Starting (20 years ago) in Vienna the on-line drug checking project ‘checkit!’ was then mainly driven by the ‘new’ drug ‘ecstasy’ (MDMA) in the techno music scene. To reach potential drug users efficiently a combination of comprehensive drug analysis with direct, low threshold individualized drug information by trained drug counselors was setup as harm minimization approach. The results from the late 1990 years show, that at this periode problems primarily arose from varying (low level) ecstasy tablets with (often) identical logos and from very variable amphetamine powders. By a reduced availability of MDMA a rising of piperazine derivatives as substitutes for ecstasy followed in the beginning of 2000.

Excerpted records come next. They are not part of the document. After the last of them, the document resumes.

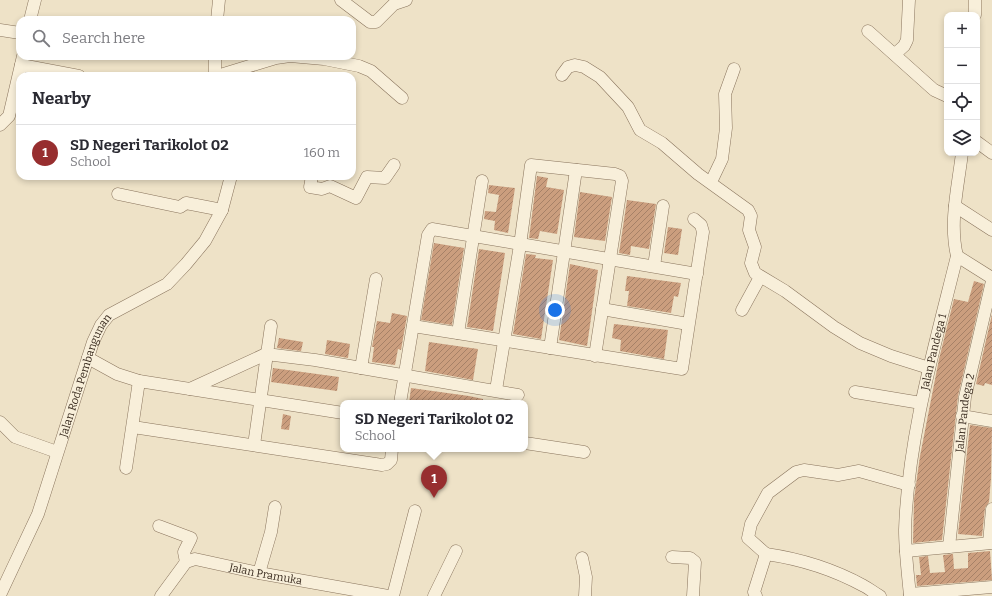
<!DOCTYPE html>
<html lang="en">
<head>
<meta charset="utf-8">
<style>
  :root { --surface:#fff; --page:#f2f2f3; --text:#2b2b33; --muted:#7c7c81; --line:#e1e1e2; --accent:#972e2f }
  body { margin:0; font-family:Bitter,serif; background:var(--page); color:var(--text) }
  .controls { position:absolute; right:12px; top:12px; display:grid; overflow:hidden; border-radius:8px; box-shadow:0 2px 6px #0003 }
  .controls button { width:36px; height:36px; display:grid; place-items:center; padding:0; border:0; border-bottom:1px solid var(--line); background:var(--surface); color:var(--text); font:20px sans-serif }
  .you { position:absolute; left:555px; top:310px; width:14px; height:14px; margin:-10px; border:3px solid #fff; border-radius:50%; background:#1a73e8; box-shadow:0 0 0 6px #1a73e833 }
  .badge { display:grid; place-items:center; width:26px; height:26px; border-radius:50%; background:var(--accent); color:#fff; font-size:13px; font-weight:700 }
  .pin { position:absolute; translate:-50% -33px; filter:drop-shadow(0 1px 2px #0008) }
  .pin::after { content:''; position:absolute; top:21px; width:14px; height:12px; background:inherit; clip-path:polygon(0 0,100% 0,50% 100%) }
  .popup { position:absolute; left:340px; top:400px; width:188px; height:52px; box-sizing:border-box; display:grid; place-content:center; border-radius:8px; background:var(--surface); filter:drop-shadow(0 1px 3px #0005); font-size:13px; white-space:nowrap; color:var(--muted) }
  .popup b { font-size:15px; color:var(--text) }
  .popup::after { content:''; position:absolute; left:50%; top:100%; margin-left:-8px; border:8px solid transparent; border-top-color:var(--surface) }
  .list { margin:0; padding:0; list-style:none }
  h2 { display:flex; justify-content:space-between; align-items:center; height:52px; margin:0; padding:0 16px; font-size:17px }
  h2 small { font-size:13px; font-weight:400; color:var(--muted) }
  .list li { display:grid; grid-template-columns:26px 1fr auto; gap:12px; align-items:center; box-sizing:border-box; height:56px; padding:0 16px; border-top:1px solid var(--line) }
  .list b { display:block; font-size:15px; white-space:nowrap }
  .list p { margin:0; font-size:13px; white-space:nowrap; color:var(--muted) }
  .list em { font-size:13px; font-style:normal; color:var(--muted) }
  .icon { flex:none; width:22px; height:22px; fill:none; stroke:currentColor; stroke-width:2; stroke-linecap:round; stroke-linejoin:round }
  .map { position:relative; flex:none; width:992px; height:596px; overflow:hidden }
  .search { position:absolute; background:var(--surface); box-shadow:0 2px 6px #0003; left:16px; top:16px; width:340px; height:44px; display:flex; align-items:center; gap:10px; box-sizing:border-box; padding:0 14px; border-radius:12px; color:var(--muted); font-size:15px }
  .panel { position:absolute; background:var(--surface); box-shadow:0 2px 6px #0003; left:16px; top:72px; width:340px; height:108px; border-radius:12px }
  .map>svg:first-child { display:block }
  .building { fill:url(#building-hatch) }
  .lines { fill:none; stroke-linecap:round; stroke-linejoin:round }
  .minor-casing { stroke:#89745d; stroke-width:13 }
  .minor { stroke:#f8efda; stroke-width:12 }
  .labels { text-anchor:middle; stroke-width:3.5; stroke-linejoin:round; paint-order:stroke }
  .street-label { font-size:11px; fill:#3a2c20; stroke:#f5ecd7 }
</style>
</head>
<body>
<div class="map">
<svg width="992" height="596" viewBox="0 0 992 596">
  <defs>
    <pattern id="building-hatch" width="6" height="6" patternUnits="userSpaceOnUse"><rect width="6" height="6" fill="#cb9e7e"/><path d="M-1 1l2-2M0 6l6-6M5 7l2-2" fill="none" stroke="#a68167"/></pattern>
  </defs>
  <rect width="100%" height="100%" fill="#eee2c7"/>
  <path class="building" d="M537 176 548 178 546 187 564 190 557 234 540 231 538 239 529 238Z
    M489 185 515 188 508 233 494 230 495 221 484 219 485 211 496 212 499 195 488 193Z
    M580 192 612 197 605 241 574 237Z
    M627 200 656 204 649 249 631 246 630 255 619 253Z
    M668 227 682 229 678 255 664 253Z
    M434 243 464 248 452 325 421 320Z
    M479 249 505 253 493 331 467 327Z
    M526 254 536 255 535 258 553 260 541 339 513 334Z
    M570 264 598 270 587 346 559 340Z
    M627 276 681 283 678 297 674 296 671 313 627 306 629 291H625Z
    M974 281 984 284 958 396 942 540 913 543 914 499 920 456 939 359 954 299 968 302Z
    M392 313 407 316 401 350 398 349 395 365 372 362 374 347H372L377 321 390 323Z
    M992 314V385L985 383 984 386 976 384Z
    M614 324 668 330 664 359 620 351 621 340 612 338Z
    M279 338 303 342 301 351 277 348Z
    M327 340 350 344 348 358 325 354Z
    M429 342 478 349 473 380 425 371Z
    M273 368 339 377 337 391 271 382Z
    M411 388 469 396 483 399V403H409Z
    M283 414 291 416 289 430 281 429Z
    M970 425 992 428 991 478 989 502 985 508 982 536 958 534Z
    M990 551 992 580 917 586 916 575H921L919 557 928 556 930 573 945 572 943 555 953 554 954 569 968 568V553Z"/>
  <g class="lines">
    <g class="minor-casing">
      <g id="minor">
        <path d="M341 0 370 22H376L394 4 406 0"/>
        <path d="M975 0V15"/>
        <path d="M30 20 35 0"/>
        <path d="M217 20 219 0"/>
        <path d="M0 30 20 33"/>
        <path d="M868 31 934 90 947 96"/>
        <path d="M895 54 904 46 907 40 909 0"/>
        <path d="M215 56V76"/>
        <path d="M21 65 79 76"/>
        <path d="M562 75 568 67 575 65 584 67 600 77 628 107 640 130 662 143 698 174 748 210 751 216 749 230 755 247 751 263 755 273 785 291 834 327 860 343 891 356 929 368"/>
        <path d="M217 76 276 58 290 56 324 59 359 66 371 71 402 98"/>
        <path d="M0 125 9 116 23 56"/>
        <path d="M977 142 992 153"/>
        <path d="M312 176 310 187 322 189 330 186 356 198 367 177 385 178 394 165"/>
        <path d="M711 182 722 159 726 128 725 94 734 69"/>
        <path d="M118 194 180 207 186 203 222 210"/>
        <path d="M955 206 992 230"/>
        <path d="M957 256 992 278"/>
        <path d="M654 266 663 206"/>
        <path d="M602 309 688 324"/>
        <path d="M742 310 760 277"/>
        <path d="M413 326 682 369 703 232 701 225 694 219"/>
        <path d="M458 333 482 181"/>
        <path d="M550 348 576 170"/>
        <path d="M88 358 117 374 139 381 343 413"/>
        <path d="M361 368 376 279"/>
        <path d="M190 389 266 354 315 360 518 395"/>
        <path d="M496 390 520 245 531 165 615 174 620 176 622 181 595 356"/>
        <path d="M855 392 921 403"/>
        <path d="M400 403 428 235 432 229 697 274"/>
        <path d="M962 416 992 421"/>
        <path d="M0 422 15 437 57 452"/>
        <path d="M133 427 382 465 387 464 391 460 392 449"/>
        <path d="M525 443 584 452"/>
        <path d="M254 445 271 326"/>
        <path d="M126 468 139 381"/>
        <path d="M159 526 191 538 184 552 186 562"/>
        <path d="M989 543 992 509"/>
        <path id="s1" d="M949 547 965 397 992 281"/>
        <path d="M906 551 992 543"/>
        <path d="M766 554 748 538 751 524 768 493 796 472 804 470 838 475 859 471 909 485"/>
        <path d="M766 554C801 559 833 569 864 586 870 589 874 593 880 596"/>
        <path d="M672 557 690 558 695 562 693 596"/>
        <path d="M582 558 586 577 585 596"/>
        <path d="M259 573 271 532 275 507"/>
        <path d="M910 594 992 587"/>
        <path id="s2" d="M0 595 38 514 93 342 101 325 109 315 167 284 186 264 205 241 222 210 231 176"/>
        <path id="s3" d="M161 596 186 562 195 559 259 573 388 596"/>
        <path d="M393 596 415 511"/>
        <path d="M434 596 456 551"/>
        <path d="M756 596 754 592 766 554"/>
        <path id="s4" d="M910 596C908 574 905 551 905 530 908 437 935 345 957 256 949 222 958 187 962 153"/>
      </g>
    </g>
    <use href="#minor" class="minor"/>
  </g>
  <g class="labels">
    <g class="street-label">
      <text dy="4" stroke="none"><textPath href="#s4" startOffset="247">Jalan Pandega 1</textPath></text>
      <text dy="4" stroke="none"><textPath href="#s2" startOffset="236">Jalan Roda Pembangunan</textPath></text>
      <text dy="4" stroke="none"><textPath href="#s1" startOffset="135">Jalan Pandega 2</textPath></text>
      <text dy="4" stroke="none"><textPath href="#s3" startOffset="124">Jalan Pramuka</textPath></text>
    </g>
  </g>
</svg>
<div class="controls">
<button>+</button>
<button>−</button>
<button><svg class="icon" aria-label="locate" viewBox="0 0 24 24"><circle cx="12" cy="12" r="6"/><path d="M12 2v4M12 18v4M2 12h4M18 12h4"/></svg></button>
<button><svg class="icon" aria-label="layers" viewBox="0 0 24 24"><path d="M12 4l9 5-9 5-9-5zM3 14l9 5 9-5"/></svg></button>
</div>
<div class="you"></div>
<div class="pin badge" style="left:434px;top:498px">1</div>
<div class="popup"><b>SD Negeri Tarikolot 02</b>School</div>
<div class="search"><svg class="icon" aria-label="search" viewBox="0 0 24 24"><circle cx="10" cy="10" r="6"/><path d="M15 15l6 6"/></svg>Search here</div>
<section class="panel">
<h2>Nearby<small></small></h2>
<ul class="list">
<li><span class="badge">1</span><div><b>SD Negeri Tarikolot 02</b><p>School</p></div><em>160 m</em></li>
</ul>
</section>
</div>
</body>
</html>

With the advent of hundreds of new NPS since mid 2000, the chosen complex chromatographic setup for the 'on-site' drug checking, allowing to discriminate more than 120 drugs quantitatively, -although meaning an enhanced organizational burden- turned out to be a right choice: It is the only way to give exact information to potential drug users on type and purity of their drug sample, which allows them to make realistic risk decisions. It additionally provides exact estimations on prevalence of the constantly changing NPS drug scene. After thousands of drug tests we know that NPS seem to be by far not as prevalent in the eastern Austrian music scene (<8% of all tested drugs) as generally believed, and that they have been even declining in the recent past. Today ‘classic’ drugs as MDMA (and amphetamine, cocaine or LSD) -as 20 years ago- still are the drugs most looked for and their largest risks arise either from extraordinary high drug contents (>300mg MDMA / tablet) or from deliberate exchange by other (NPS) drugs, the valuable information to which potential drug users otherwise have no access to.